Perhaps you find it hard to believe that the Kardashians stop by Popeye’s Chicken to grab a to-go meal before boarding their private jet. Regardless, the Kardashians, and the brands who pay them to pump their products, would prefer that you believe that these endorsements reflect the Kardashian’s actual preferences, rather than the paychecks they receive for posting them.

The Kardashians have been attempting to make their endorsements seem more “authentic” by totally disregarding Federal Trade Commission (FTC) rules that require influencers to disclose when their posts are paid endorsements.

In August of 2016, Truth in Advertising (TINA.org) filed a complaint about the Kardashians to the FTC, saying that the (in)famous sisters had “failed to clearly and conspicuously disclose material connections to brands or the fact that the posts were paid ads, as required by federal law.”

After receiving a finger-wagging from the FTC, the Kardashian sisters corrected less than half of the posts, generally by adding #ad to the post. The remaining posts, according to a recent TINA.org follow-up investigation, either have not been edited at all, or contain “insufficient disclosures.”

For example, some posts now read #sp to indicated “sponsored” – as if anyone knows that reference. In another tactic that also got Warner Brothers and YouTube influencer PewDiePie in trouble with the FTC, the Kardashians are posting their disclosure information at the bottom of a long post so that users will only see it if they click “see more.”

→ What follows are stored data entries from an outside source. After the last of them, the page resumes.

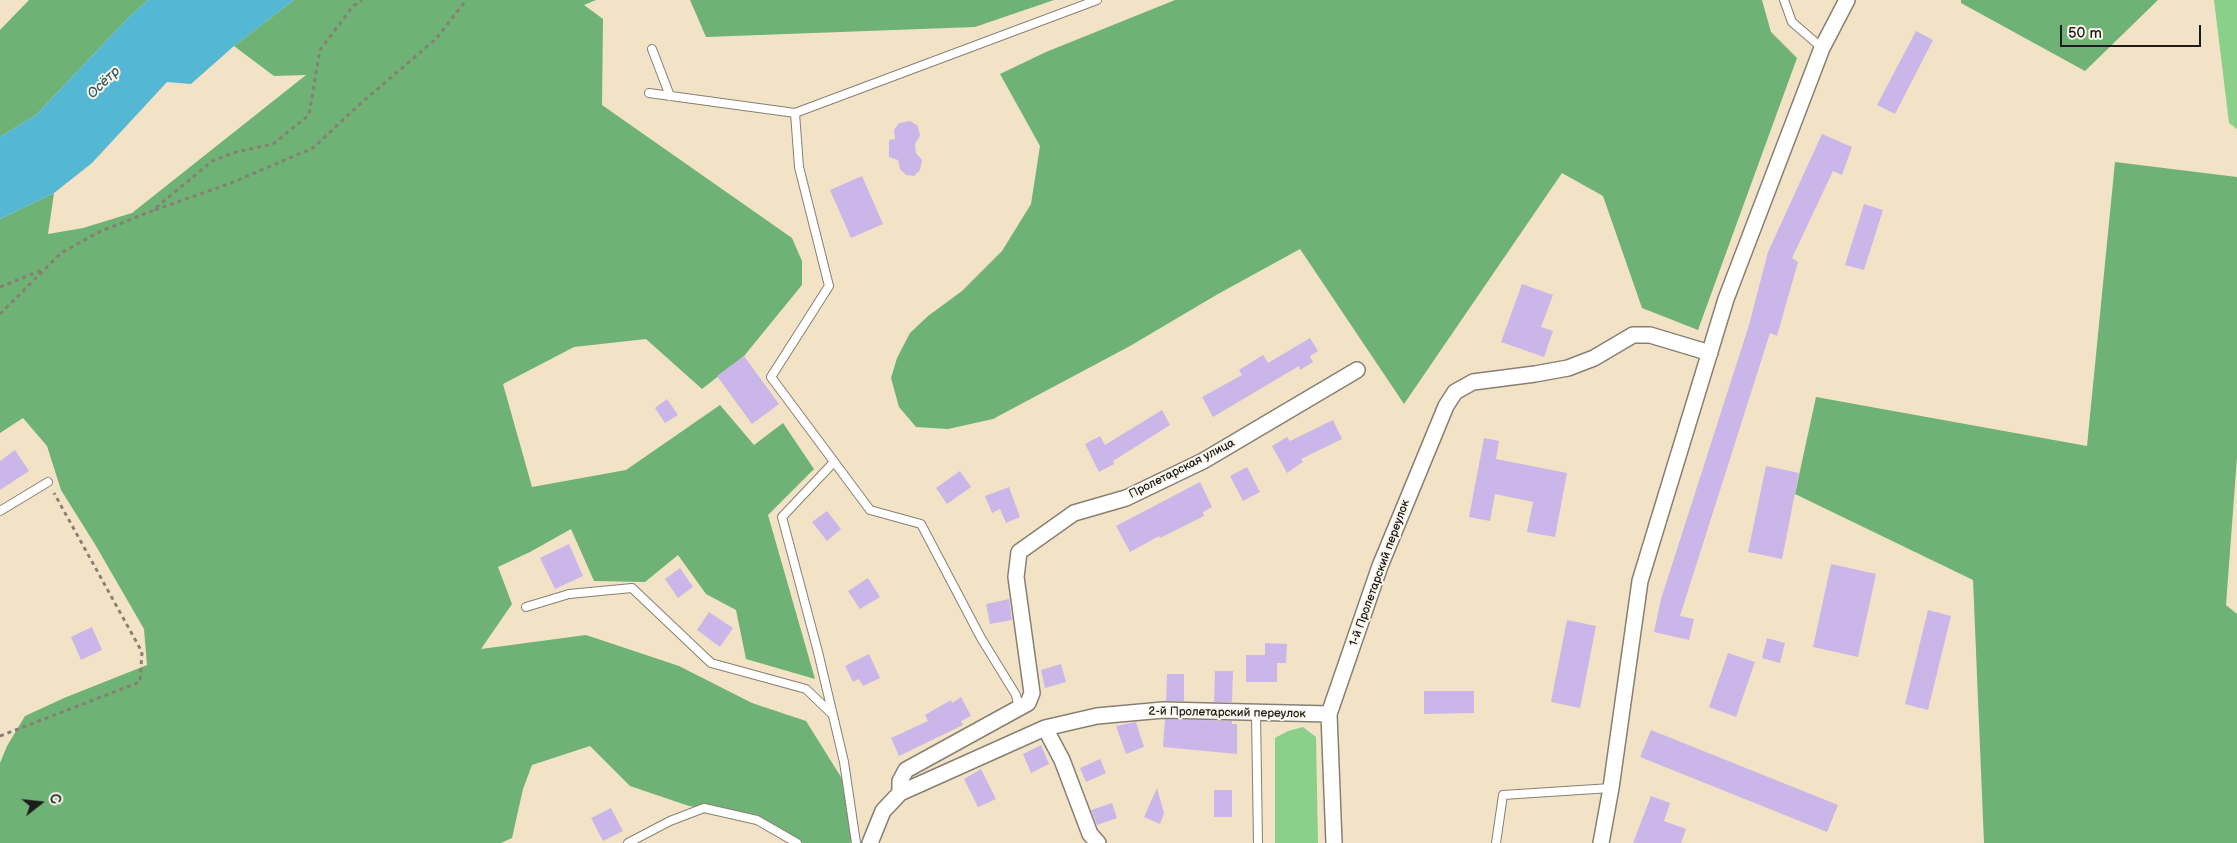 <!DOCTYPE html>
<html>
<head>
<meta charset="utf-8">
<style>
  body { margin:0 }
  #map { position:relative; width:2237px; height:843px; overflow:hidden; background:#f2e3c7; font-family:"Balsamiq Sans",sans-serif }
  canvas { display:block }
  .north { position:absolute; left:15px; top:778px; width:50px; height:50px; -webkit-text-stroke:4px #fbf7ec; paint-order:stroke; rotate:74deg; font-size:14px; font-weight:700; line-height:20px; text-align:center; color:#1c1c1c }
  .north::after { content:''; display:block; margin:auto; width:18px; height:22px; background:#1c1c1c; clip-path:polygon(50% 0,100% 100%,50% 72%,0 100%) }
  .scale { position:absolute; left:2060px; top:25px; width:141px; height:22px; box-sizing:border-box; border:2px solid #1c1c1c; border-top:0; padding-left:6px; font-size:15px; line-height:18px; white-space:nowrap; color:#1c1c1c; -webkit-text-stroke:4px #fbf7ec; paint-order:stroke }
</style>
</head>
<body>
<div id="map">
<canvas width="2237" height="843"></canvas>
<div class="north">С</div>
<div class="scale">50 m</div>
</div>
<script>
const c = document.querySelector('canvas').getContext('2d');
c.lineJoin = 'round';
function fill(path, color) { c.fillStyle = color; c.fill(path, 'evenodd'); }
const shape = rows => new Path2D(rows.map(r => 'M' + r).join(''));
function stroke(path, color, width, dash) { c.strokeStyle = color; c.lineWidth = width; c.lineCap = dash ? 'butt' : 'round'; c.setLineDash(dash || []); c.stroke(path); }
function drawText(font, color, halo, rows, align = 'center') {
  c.font = font + ' "Balsamiq Sans",sans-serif'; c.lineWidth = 4; c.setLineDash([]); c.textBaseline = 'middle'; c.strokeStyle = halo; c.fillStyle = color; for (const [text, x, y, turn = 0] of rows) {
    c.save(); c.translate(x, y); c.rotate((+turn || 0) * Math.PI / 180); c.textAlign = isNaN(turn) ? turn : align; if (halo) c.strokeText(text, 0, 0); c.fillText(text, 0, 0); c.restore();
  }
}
fill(shape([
  [2214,0,2237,0,2237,129,2229,123],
  [1303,727,1316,737,1318,843,1275,843,1275,738,1288,731]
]), '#8acf8a');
fill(shape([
  [29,0,148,0,129,17,36,115,0,137,0,30],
  [294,0,596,0,584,5,603,19,602,105,792,238,802,261,802,285,744,356,702,389,646,339,574,347,503,384,532,487,626,470,720,405,754,445,783,423,814,469,768,515,815,679,746,659,736,610,706,594,678,555,645,582,594,581,571,529,530,552,498,567,512,604,481,649,586,635,679,666,752,703,806,721,846,785,855,832,850,843,797,843,748,815,689,806,630,786,590,746,532,765,523,789,512,838,501,843,0,843,0,763,7,746,25,716,64,698,147,665,144,629,96,546,61,490,47,446,23,418,0,433,0,219,54,193,48,234,83,228,132,213,306,75,274,76,234,46],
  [690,0,1054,0,975,27,706,37],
  [1175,0,1762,0,1771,32,1797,58,1698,330,1642,308,1603,196,1562,173,1404,404,1300,249,1218,294,1130,346,993,419,948,429,916,427,899,407,891,378,897,358,910,333,928,316,962,291,1002,251,1031,204,1040,146,1000,74,1046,52],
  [1961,0,2158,0,2085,71,1961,3],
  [2115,162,2237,177,2237,457,2226,605,2237,614,2237,843,1984,843,1973,580,1795,494,1816,397,2087,446]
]), '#6fb276');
fill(shape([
  [148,0,294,0,234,46,191,84,167,82,92,163,54,193,0,219,0,137,36,115,129,17]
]), '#54b7d3');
fill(shape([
  [1916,31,1933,40,1895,114,1877,105],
  [910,121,918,126,920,136,915,144,916,153,922,160,920,170,914,176,906,175,900,169,898,160,889,157,889,140,895,139,894,130,899,123],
  [1822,134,1852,147,1842,175,1833,171,1792,258,1798,262,1777,336,1770,333,1680,616,1694,619,1689,640,1654,632,1661,599,1749,325,1768,252],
  [862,176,883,224,851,238,830,190],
  [1864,204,1883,210,1864,270,1845,265],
  [1522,284,1553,295,1541,327,1553,331,1544,357,1501,342],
  [1310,338,1318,351,1310,356,1313,362,1300,370,1299,366,1213,417,1202,397,1242,375,1239,370,1263,355,1268,363],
  [744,356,779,404,752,424,717,376],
  [667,399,678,415,665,423,655,408],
  [1162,410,1170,425,1113,461,1114,464,1099,472,1085,444,1100,436,1105,445],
  [1333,420,1342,439,1301,459,1303,462,1287,473,1272,446,1287,437,1290,441],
  [1484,438,1499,441,1496,459,1567,473,1555,537,1527,532,1533,502,1495,494,1490,521,1469,517],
  [15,450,29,471,0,490,0,461],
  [1766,466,1799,473,1782,559,1748,552],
  [1247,467,1260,492,1243,501,1230,476],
  [960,471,971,487,947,504,936,488],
  [1200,482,1212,507,1203,512,1204,516,1160,538,1159,536,1130,552,1116,526],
  [1009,487,1020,517,1006,523,1000,509,992,513,985,496],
  [827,511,841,529,827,541,812,522],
  [569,544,583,576,555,589,540,558],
  [1831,564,1876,574,1858,657,1813,647],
  [680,568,693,587,678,598,665,579],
  [868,578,880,597,860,609,848,591],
  [1009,599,1012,620,990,624,986,604],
  [1928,610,1951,616,1928,710,1905,704],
  [709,612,733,628,720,647,697,630],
  [1567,620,1596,626,1580,708,1551,702],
  [92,627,102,650,81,660,71,637],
  [1767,638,1785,643,1780,663,1762,658],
  [1265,643,1287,644,1286,663,1277,663,1277,682,1246,682,1246,655,1265,655],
  [1728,653,1755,662,1736,717,1709,707],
  [869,654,880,678,863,686,859,679,853,682,845,666],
  [1061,664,1066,682,1045,688,1041,670],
  [1215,671,1233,671,1232,702,1214,702],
  [1167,674,1184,674,1184,701,1166,701],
  [1424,691,1474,691,1474,713,1424,714],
  [961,697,971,716,961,721,963,725,899,756,891,738,928,721,925,715,951,700,952,703],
  [1165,719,1232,721,1232,724,1237,724,1237,754,1163,747],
  [1136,722,1144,747,1126,754,1116,726],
  [1651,730,1838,805,1827,832,1640,757],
  [1041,745,1049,764,1031,773,1023,754],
  [1100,759,1106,773,1086,782,1080,768],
  [981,769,996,799,978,807,964,779],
  [1157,788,1164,813,1160,824,1144,817],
  [1214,790,1232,790,1232,817,1214,817],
  [1651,796,1670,803,1664,821,1686,829,1681,843,1633,843],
  [1112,803,1117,818,1097,825,1091,810],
  [611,808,623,831,603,841,591,818]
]), '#cab6e8');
const lane = shape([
  [1784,0,1792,22,1822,48],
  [652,49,670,96],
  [649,93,795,113,1097,0],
  [795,113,799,167,829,286,771,377,870,510,921,524,981,638,1016,695,1019,708],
  [834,462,782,517,818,652,844,762,856,843],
  [0,511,48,482],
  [526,607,569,594,632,588,711,663,806,689,831,713],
  [1256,713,1258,843],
  [628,843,670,821,704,808,757,820,797,843],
  [1496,843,1503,795,1611,788]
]);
const street = shape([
  [1045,728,1062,760,1090,834,1098,843],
  [900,793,1045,728,1097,716,1163,710,1329,714],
  [870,843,883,811,900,793,900,781,906,770,1028,703,1032,693,1016,577,1019,552,1074,513,1126,498,1203,461,1357,370],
  [1334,843,1329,714,1380,566,1446,406,1455,392,1473,382,1535,374,1568,368,1594,358,1633,335,1650,335,1710,353],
  [1601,843,1611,788,1640,581,1726,299,1822,48,1847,0]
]);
stroke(lane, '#878072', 10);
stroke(street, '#878072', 18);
stroke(shape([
  [155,210,231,183,313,148,359,105,437,38,466,0],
  [0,287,42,270],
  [0,314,61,253,99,232,152,211,212,161,236,152,273,144,309,115,320,50,353,6,362,0],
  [0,736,140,682,142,652,54,493]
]), '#878072', 3, [4, 4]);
stroke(lane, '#fff', 8);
stroke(street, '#fff', 15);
drawText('12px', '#1c1c1c', '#fbf7ec', [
  ["Пролетарская улица",1182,469,-27],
  ["1-й Пролетарский переулок",1380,573,-70],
  ["2-й Пролетарский переулок",1227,713,1]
]);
drawText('italic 14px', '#325a65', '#fbf7ec', [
  ["Осётр",104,83,-44]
]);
</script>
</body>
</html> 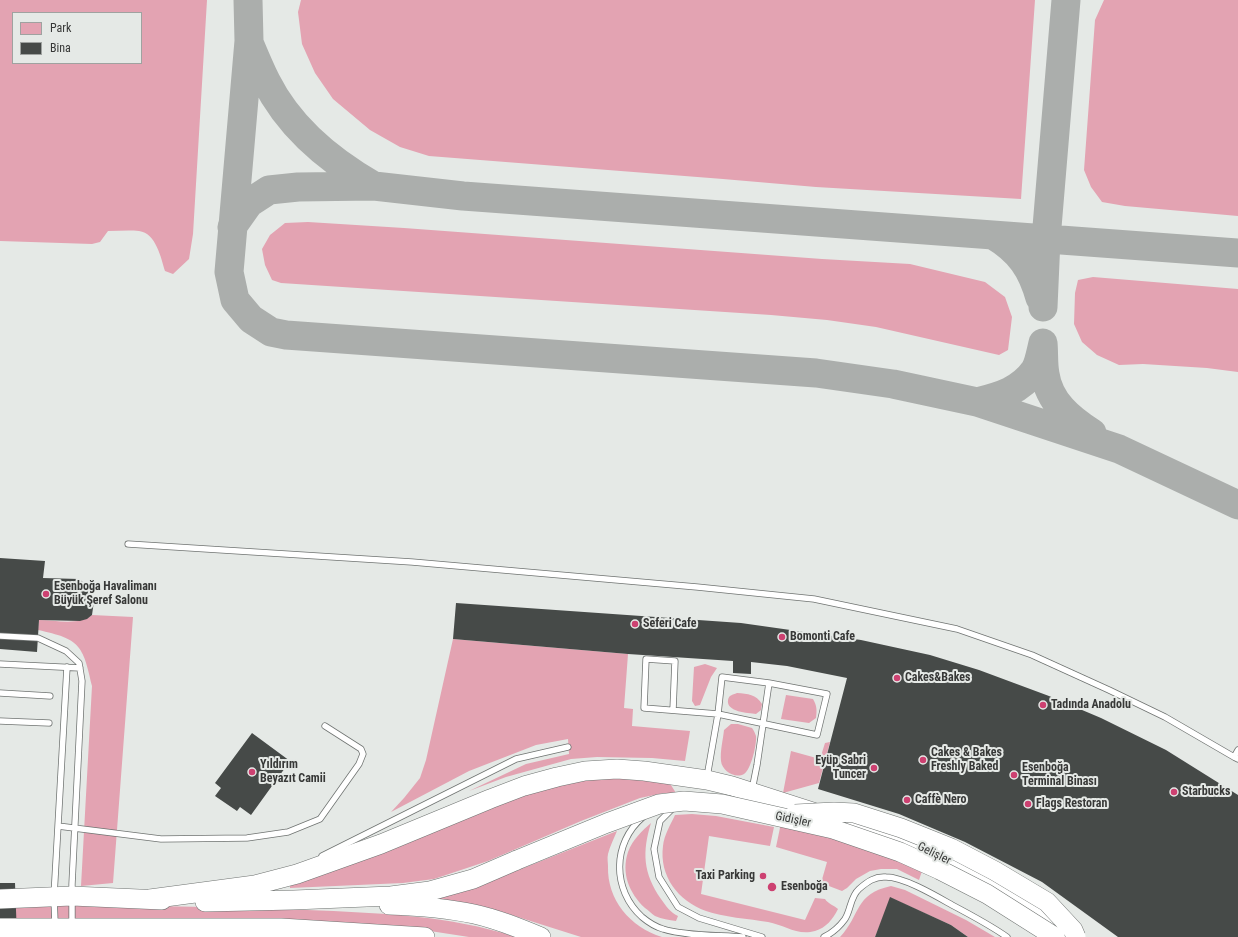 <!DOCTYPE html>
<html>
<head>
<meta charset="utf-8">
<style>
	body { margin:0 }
	#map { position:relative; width:1238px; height:937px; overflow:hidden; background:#e5e9e6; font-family:"Roboto Condensed",sans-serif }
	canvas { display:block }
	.legend { position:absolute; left:12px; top:12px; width:130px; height:52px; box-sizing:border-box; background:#e5e9e6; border:1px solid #9fa2a0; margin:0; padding:5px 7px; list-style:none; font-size:12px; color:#373837 }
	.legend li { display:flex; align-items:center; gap:8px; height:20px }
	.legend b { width:20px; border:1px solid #9fa2a0 }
</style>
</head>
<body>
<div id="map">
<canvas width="1238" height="937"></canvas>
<ul class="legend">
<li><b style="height:11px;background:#e3a3b2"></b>Park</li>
<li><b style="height:11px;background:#464a48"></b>Bina</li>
</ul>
</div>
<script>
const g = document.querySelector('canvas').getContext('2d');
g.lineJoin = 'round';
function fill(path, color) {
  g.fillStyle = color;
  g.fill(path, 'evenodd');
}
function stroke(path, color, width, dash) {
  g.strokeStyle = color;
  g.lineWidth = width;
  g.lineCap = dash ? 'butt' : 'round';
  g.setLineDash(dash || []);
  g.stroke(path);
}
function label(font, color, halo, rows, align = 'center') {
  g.font = font + ' "Roboto Condensed",sans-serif';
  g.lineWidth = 4;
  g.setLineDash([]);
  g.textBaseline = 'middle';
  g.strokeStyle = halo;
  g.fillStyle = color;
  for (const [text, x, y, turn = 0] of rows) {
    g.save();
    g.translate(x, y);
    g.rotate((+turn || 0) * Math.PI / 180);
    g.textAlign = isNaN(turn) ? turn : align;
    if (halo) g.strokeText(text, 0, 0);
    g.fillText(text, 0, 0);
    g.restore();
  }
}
fill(new Path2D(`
	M0,0H207L193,234L189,259L173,274L165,271C161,258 156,233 139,231C129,230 118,231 108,231L100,242L92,244L0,241ZM13,13H141V63H13Z
	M301,0H1035L1021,199L816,187L723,179L429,156L400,147L370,130L333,99L315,73L302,44L298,12Z
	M1104,0H1238V216L1125,206L1102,202L1091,187L1084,170L1095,20Z
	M308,222L404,228L822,259L910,264L985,282L1005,297L1012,317L1008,350L999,355L876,327L827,320L771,315L281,283L272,280L265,265L262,249L270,235L285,223Z
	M1093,277L1238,289V372L1207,368L1143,364L1119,365L1097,355L1082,342L1074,324L1075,293L1078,280Z
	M92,615L133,617L113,883L81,886L92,686C83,645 80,639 38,630L39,620C56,620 78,626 92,615Z
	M453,639L628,654L624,708L633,709L632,726L690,731L685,761L652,758L597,757L571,759L506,777L469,791L526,764L569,754L568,739L536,745L469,771L391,812L404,798L420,778L426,760Z
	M705,664L717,668L711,677L700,705L695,706L692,701L694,667Z
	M737,693C748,694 756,694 762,704L761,710L756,714C748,713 726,712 728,700C729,695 732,695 737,693Z
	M786,695L813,699C817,706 817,710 816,718L809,723L781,719Z
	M731,724H738L752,728C754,731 755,733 756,736C757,744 751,770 744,774C735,779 722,771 721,761C720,751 723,740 724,730Z
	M830,742L819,783L783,793L791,751L820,759L825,743Z
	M620,776L669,782L676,793H664L640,798L581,821L488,861L434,879L403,883L290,888V885L487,805L571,780Z
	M692,814L716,816L774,827L770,846L709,836L701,894L805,920L815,898L825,899C828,904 834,905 838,909C833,919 826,928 815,931C797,936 785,925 768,922C750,919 722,917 706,911C678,901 659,876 663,846C664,835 671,824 675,815Z
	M651,823C642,852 643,873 661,899C666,906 670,912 678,916L676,921C669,920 662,919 655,916C652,914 648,910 645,908C629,893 621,873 628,852C633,839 642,831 651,823Z
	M781,823L809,829L923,868L919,880L897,869H881L870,871L856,879L847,888L842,891L821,883L827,862L776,847Z
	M617,831C614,838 610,846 608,854C607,858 608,863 608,866C607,900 630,927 662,937H581L499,911L445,902L429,896L513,868L516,871Z
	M891,886L905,890L966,920L995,937H968L951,925L891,898L875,937H840C861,915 854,894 891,886Z
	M79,905C155,906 231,907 307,910C378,913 448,915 516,937H469L404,927L0,918V907Z`), '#e3a3b2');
stroke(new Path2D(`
	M248,0L249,41L229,272L235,300L251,319L271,332L286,335L816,373L893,384L977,402L1119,449L1238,505
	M250,45C255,57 260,69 266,81C289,127 330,161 374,186
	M232,227L249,203L269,190L298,187L374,186L463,196L1238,253
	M993,235C1020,251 1032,269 1040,298
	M1043,307L1046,239L1066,0
	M977,402C1000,396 1020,391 1035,370C1039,363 1041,351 1043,343C1044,353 1043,364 1045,374C1049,402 1070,419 1092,433`), '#abaeac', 29);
fill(new Path2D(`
	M0,558L45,561L43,578L79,579L89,587L94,601L92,615L87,619L80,621L39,620L37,652L0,649Z
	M456,603L741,623L861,640L930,655L979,670L1049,696L1101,718L1166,750L1238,795V937H1118L1042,882L965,842L899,814L818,789L847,678L787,666L751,662V674L733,673V661L628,654L453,639Z
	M252,733L290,761L251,815L240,807L237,811L215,796L221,788L215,783Z
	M0,883H15L17,937H0Z
	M890,897L951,925L968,937H875Z`), '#464a48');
const service = new Path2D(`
	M128,544L412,562L697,587L814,599L957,629L1032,655L1109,690L1165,717L1234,757
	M0,636L38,638L66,651L79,663L82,681L72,884V926
	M0,664L80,668
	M0,693L50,696
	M673,710L675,661L646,659L644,708L718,714L817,735L827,694L769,683
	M0,721L49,723
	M1238,750L1234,757L1238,759
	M707,777L718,714L722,677L769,683L757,765L752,790
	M674,807L660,821L654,849L659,877L678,907L699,918L762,937
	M643,817C612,843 612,890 642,917C648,922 656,927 663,929C685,936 719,935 743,937
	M58,826L161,839L247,838L288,832L320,819L359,764L363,754L361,749L325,726
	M322,856L516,759L568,747
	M55,924L54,896L67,667
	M824,937C832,933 840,926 845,919C851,910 850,897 859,889C867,882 875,876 886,877C904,877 936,896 952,905C971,915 990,925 1007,937`);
const trunk = new Path2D(`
	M0,899L72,896L162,900
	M150,899L255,885L297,874L381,844L490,799L524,786L557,777L585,771L617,769L644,771L707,780L732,786L912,844L977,875L1074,937
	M205,902L294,900L391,896L430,891L473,879L517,860
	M389,905C417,906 446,908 474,914C497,919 519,928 541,937
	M0,928H281L425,937`);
stroke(service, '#6f7371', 7);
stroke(trunk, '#6f7371', 20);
stroke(service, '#fff', 5.5);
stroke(trunk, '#fff', 19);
const trunkBridge = new Path2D(`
	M795,814L834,812L854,813L901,828L951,848L995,871L1047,902L1073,930L1076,937
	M517,860L607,823L659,804L684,801L722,804L833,829L900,852L940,870L987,894L1055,937`);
stroke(trunkBridge, '#6f7371', 20, []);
stroke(trunkBridge, '#fff', 19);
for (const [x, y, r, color] of [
	[46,594,4,"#cd4171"],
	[635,624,4,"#cd4171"],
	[782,637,4,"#cd4171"],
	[897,678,4,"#cd4171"],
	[1043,705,4,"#cd4171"],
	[923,760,4,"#cd4171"],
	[874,768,4,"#cd4171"],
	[252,772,4,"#cd4171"],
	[1014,775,4,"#cd4171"],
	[1174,792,4,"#cd4171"],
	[907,800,4,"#cd4171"],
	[1028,804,4,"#cd4171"],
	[763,876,4,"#cd4171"],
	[772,887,5,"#cd4171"]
]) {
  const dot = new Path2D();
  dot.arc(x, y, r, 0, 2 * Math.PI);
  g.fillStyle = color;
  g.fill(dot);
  stroke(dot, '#e5e9e6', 1.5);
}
label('bold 12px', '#373837', '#e5e9e6', [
	["Esenboğa Havalimanı",54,587],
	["Büyük Şeref Salonu",54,601],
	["Seferi Cafe",643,624],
	["Bomonti Cafe",790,637],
	["Cakes&Bakes",905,678],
	["Tadında Anadolu",1051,705],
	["Cakes & Bakes",931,753],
	["Freshly Baked",931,767],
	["Eyüp Sabri",866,761,"right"],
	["Tuncer",866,775,"right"],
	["Yıldırım",260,765],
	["Beyazıt Camii",260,779],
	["Esenboğa",1022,768],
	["Terminal Binası",1022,782],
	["Starbucks",1182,792],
	["Caffè Nero",915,800],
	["Flags Restoran",1036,804],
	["Taxi Parking",755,876,"right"],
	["Esenboğa",781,887]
], 'left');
label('12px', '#373837', '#e5e9e6', [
	["Gidişler",793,820,12],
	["Gelişler",934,854,26]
]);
</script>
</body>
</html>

The Kardashians have also been posting disclosures, but only days after the original post. Considering that the vast majority of viewers comment on or like posts within the first ten hours after it’s published, most of them will never see the disclosure when it’s tacked on days later.

Some of the “repeat offender” brands, who came up both in last year’s complaint and in the recent review, include Puma, Manuka Doctor, Jet Lux, Fit Tea, and Sugar Bear Hair. This time around, the Kardashians have also failed to disclose sponsorship on posts promoting Adidas, Lyft, Diff Eyewear, and Alexander Wang.

TINA.org found over 200 posts on Instagram, Facebook, and Snapchat where products are promoted without the Kardashians letting on that their raking in big bucks in exchange. The organization has notified the Kardashians, the brands they represent, and the FTC.

The FTC has recently been cracking down on deceptive influencer marketing, targeting not only the brands, but the influencers themselves.

In April, the FTC sent letters to 46 social media stars reminding them of their legal obligations to disclose, and followed up with 21 letters in September warning the influencers that they had until the end of the month to disclose sponsorships, or face legal consequences.

“The Kardashian/Jenner sisters are masterful marketers who are making millions of dollars from companies willing to turn a blind eye to the women’s misleading and deceptive social media marketing practices,” says TINA.org’s Executive Director Bonnie Patten. “It’s time the Kardashians were held accountable for their misdeeds.”